Copy every line below where the string "Bloc" is found.
─── Data in this exercise
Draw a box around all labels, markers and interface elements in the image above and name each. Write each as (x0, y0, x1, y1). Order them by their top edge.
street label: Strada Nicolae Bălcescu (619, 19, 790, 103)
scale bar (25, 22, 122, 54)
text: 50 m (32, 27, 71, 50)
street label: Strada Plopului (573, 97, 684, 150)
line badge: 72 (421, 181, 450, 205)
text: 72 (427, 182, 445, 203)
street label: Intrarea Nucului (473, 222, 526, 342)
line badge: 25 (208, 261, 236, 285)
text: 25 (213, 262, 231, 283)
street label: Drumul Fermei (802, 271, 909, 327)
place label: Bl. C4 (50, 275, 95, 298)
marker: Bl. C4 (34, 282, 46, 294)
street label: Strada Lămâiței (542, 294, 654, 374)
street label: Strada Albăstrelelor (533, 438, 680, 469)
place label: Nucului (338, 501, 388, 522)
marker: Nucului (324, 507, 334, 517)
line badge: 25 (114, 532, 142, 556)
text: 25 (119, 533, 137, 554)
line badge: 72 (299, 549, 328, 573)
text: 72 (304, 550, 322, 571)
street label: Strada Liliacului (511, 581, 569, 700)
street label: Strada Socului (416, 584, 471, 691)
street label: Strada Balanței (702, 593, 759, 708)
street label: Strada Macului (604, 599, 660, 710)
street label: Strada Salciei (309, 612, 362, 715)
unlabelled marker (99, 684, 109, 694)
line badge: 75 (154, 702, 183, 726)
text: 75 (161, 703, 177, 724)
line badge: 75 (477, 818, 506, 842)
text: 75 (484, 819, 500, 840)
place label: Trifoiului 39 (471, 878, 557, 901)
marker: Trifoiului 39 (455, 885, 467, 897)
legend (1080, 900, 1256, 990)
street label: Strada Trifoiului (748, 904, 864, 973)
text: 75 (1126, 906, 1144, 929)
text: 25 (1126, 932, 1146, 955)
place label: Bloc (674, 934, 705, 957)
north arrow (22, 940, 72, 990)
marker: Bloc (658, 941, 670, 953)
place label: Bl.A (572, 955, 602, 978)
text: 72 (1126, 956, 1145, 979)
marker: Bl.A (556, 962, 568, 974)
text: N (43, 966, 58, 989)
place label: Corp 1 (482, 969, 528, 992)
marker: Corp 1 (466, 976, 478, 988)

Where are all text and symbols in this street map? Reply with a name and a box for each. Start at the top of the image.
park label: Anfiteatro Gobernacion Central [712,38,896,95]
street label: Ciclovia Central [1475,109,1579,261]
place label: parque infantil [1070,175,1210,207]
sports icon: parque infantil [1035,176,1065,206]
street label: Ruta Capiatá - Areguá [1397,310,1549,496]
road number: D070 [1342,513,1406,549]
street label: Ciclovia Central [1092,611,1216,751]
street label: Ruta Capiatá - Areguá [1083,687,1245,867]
──────
■ **Answer to this problem**
place label: Bloc (674, 934, 705, 957)
marker: Bloc (658, 941, 670, 953)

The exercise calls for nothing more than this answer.